PROBLEM REQUIREMENTS: All the entries, exactly as they read, must be written out again.

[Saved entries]

........

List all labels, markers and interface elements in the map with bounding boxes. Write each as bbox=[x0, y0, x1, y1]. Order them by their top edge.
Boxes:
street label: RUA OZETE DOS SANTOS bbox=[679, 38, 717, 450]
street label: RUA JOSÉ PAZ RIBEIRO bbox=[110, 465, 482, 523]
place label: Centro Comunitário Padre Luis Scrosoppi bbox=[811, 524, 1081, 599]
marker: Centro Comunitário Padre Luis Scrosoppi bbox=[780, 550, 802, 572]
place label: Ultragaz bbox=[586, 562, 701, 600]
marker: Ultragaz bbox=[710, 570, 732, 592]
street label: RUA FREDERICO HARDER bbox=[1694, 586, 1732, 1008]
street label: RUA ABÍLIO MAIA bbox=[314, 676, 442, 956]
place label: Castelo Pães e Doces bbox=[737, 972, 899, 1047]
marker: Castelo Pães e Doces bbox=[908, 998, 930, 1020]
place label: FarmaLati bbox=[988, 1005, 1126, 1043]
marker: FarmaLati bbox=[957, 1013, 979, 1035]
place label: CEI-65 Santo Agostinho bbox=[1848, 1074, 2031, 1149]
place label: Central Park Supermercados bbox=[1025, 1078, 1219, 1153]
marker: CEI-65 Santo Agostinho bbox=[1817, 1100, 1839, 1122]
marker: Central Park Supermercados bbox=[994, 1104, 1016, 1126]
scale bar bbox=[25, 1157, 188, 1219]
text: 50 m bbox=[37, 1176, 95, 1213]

........

ANSWER BOX:
List all labels, markers and interface elements in the map with bounding boxes. Write each as bbox=[x0, y0, x1, y1]. Order them by their top edge.
Boxes:
street label: RUA OZETE DOS SANTOS bbox=[679, 38, 717, 450]
street label: RUA JOSÉ PAZ RIBEIRO bbox=[110, 465, 482, 523]
place label: Centro Comunitário Padre Luis Scrosoppi bbox=[811, 524, 1081, 599]
marker: Centro Comunitário Padre Luis Scrosoppi bbox=[780, 550, 802, 572]
place label: Ultragaz bbox=[586, 562, 701, 600]
marker: Ultragaz bbox=[710, 570, 732, 592]
street label: RUA FREDERICO HARDER bbox=[1694, 586, 1732, 1008]
street label: RUA ABÍLIO MAIA bbox=[314, 676, 442, 956]
place label: Castelo Pães e Doces bbox=[737, 972, 899, 1047]
marker: Castelo Pães e Doces bbox=[908, 998, 930, 1020]
place label: FarmaLati bbox=[988, 1005, 1126, 1043]
marker: FarmaLati bbox=[957, 1013, 979, 1035]
place label: CEI-65 Santo Agostinho bbox=[1848, 1074, 2031, 1149]
place label: Central Park Supermercados bbox=[1025, 1078, 1219, 1153]
marker: CEI-65 Santo Agostinho bbox=[1817, 1100, 1839, 1122]
marker: Central Park Supermercados bbox=[994, 1104, 1016, 1126]
scale bar bbox=[25, 1157, 188, 1219]
text: 50 m bbox=[37, 1176, 95, 1213]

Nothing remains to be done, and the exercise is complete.